Of the entries below, copy only those lines that contain the word "Lemon".

Exercise inputs:
= Beginning of Section =
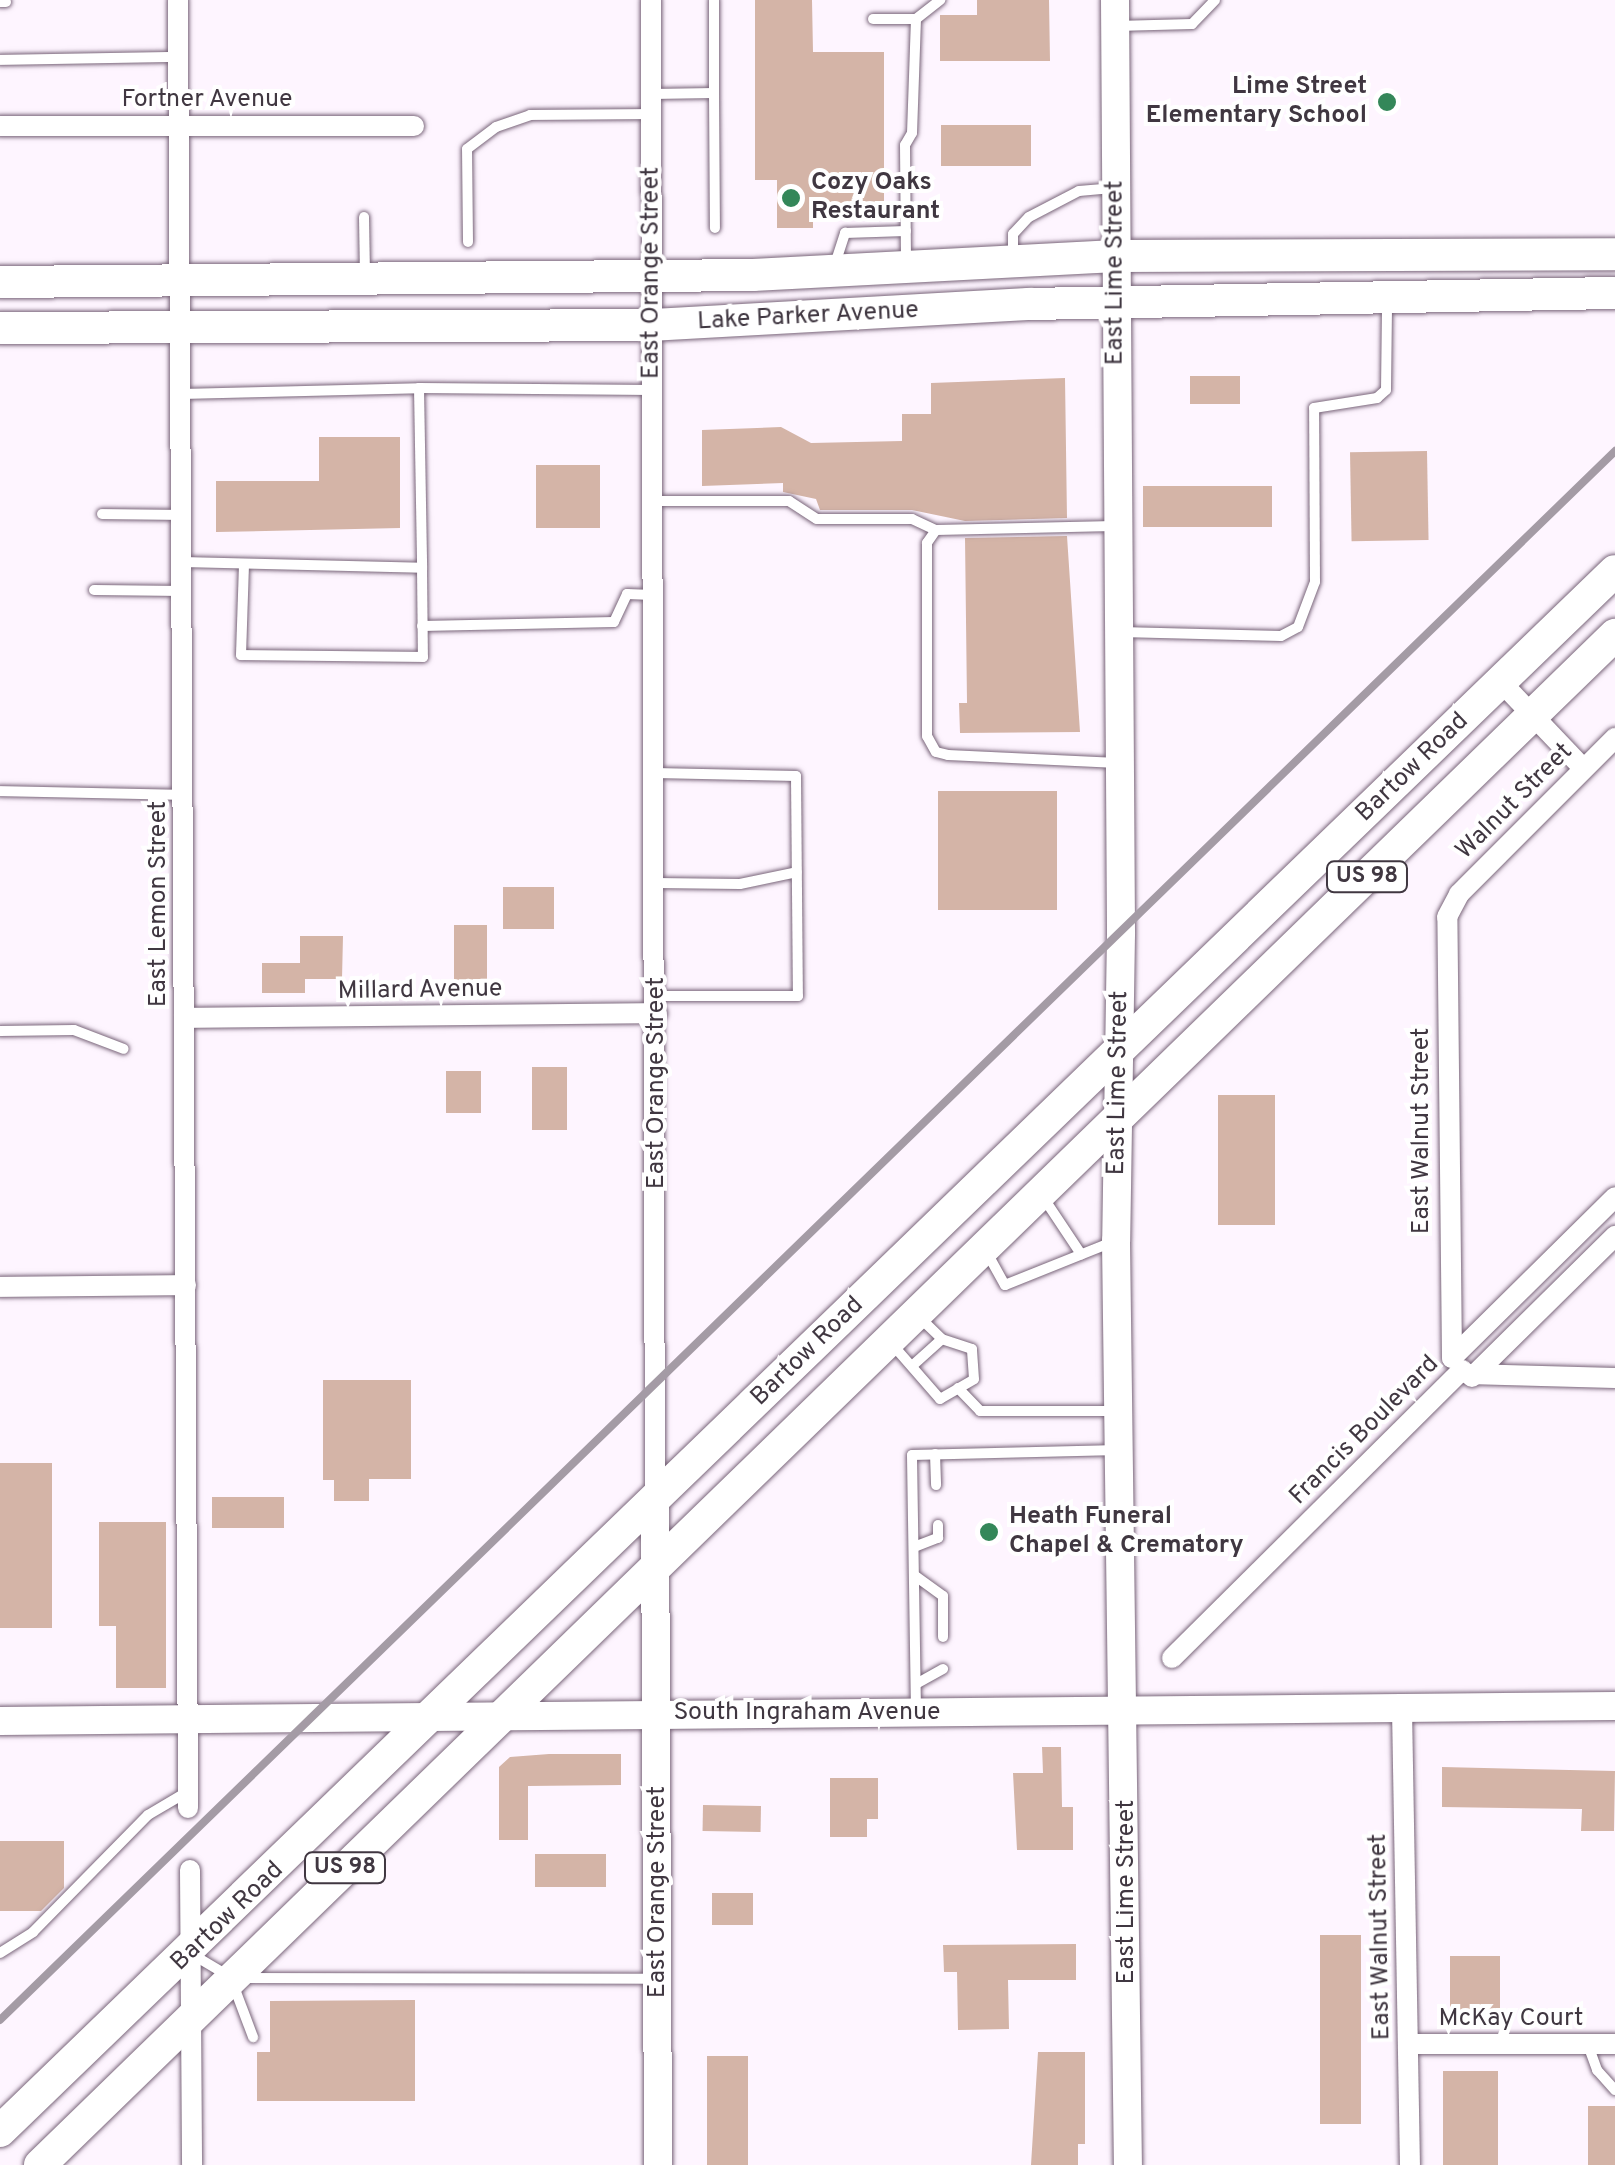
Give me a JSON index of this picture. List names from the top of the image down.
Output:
{
  "streets": {
    "main road": ["Lake Parker Avenue", "Bartow Road", "US 98"],
    "street": [
      "Fortner Avenue",
      "East Orange Street",
      "East Lime Street",
      "Walnut Street",
      "East Lemon Street",
      "Millard Avenue",
      "East Walnut Street",
      "Francis Boulevard",
      "South Ingraham Avenue",
      "McKay Court"
    ]
  },
  "crossings": [
    ["Fortner Avenue", "East Lemon Street"],
    ["East Orange Street", "Lake Parker Avenue"],
    ["East Orange Street", "Bartow Road"],
    ["East Orange Street", "Millard Avenue"],
    ["East Orange Street", "South Ingraham Avenue"],
    ["East Lime Street", "Lake Parker Avenue"],
    ["East Lime Street", "Bartow Road"],
    ["East Lime Street", "South Ingraham Avenue"],
    ["Lake Parker Avenue", "East Lemon Street"],
    ["Bartow Road", "South Ingraham Avenue"],
    ["Walnut Street", "East Walnut Street"],
    ["East Lemon Street", "Millard Avenue"],
    ["East Lemon Street", "South Ingraham Avenue"],
    ["East Walnut Street", "Francis Boulevard"],
    ["East Walnut Street", "South Ingraham Avenue"],
    ["East Walnut Street", "McKay Court"]
  ],
  "places": ["Lime Street Elementary School", "Cozy Oaks Restaurant", "Heath Funeral Chapel & Crematory"]
}
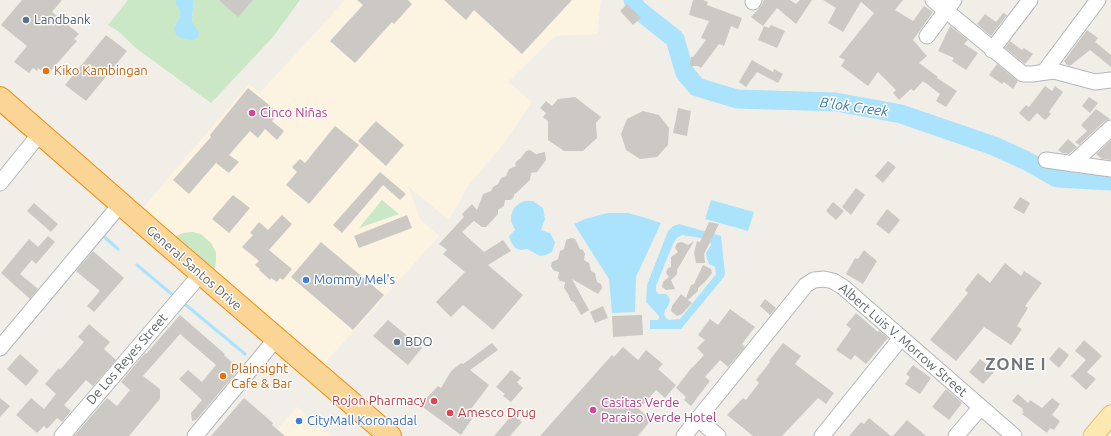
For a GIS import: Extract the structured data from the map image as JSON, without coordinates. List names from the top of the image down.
{
  "streets": {
    "highway": ["General Santos Drive"],
    "street": ["Albert Luis V. Morrow Street", "De Los Reyes Street"]
  },
  "crossings": [
    ["General Santos Drive", "De Los Reyes Street"]
  ],
  "districts": ["ZONE I"],
  "water": ["B'lok Creek"],
  "places": [
    "Landbank",
    "Kiko Kambingan",
    "Cinco Niñas",
    "Mommy Mel's",
    "BDO",
    "Plainsight Cafe & Bar",
    "Rojon Pharmacy",
    "Casitas Verde Paraiso Verde Hotel",
    "Amesco Drug",
    "CityMall Koronadal"
  ]
}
= End of Section =
Exercise solution:
      "East Lemon Street",
    ["Fortner Avenue", "East Lemon Street"],
    ["Lake Parker Avenue", "East Lemon Street"],
    ["East Lemon Street", "Millard Avenue"],
    ["East Lemon Street", "South Ingraham Avenue"],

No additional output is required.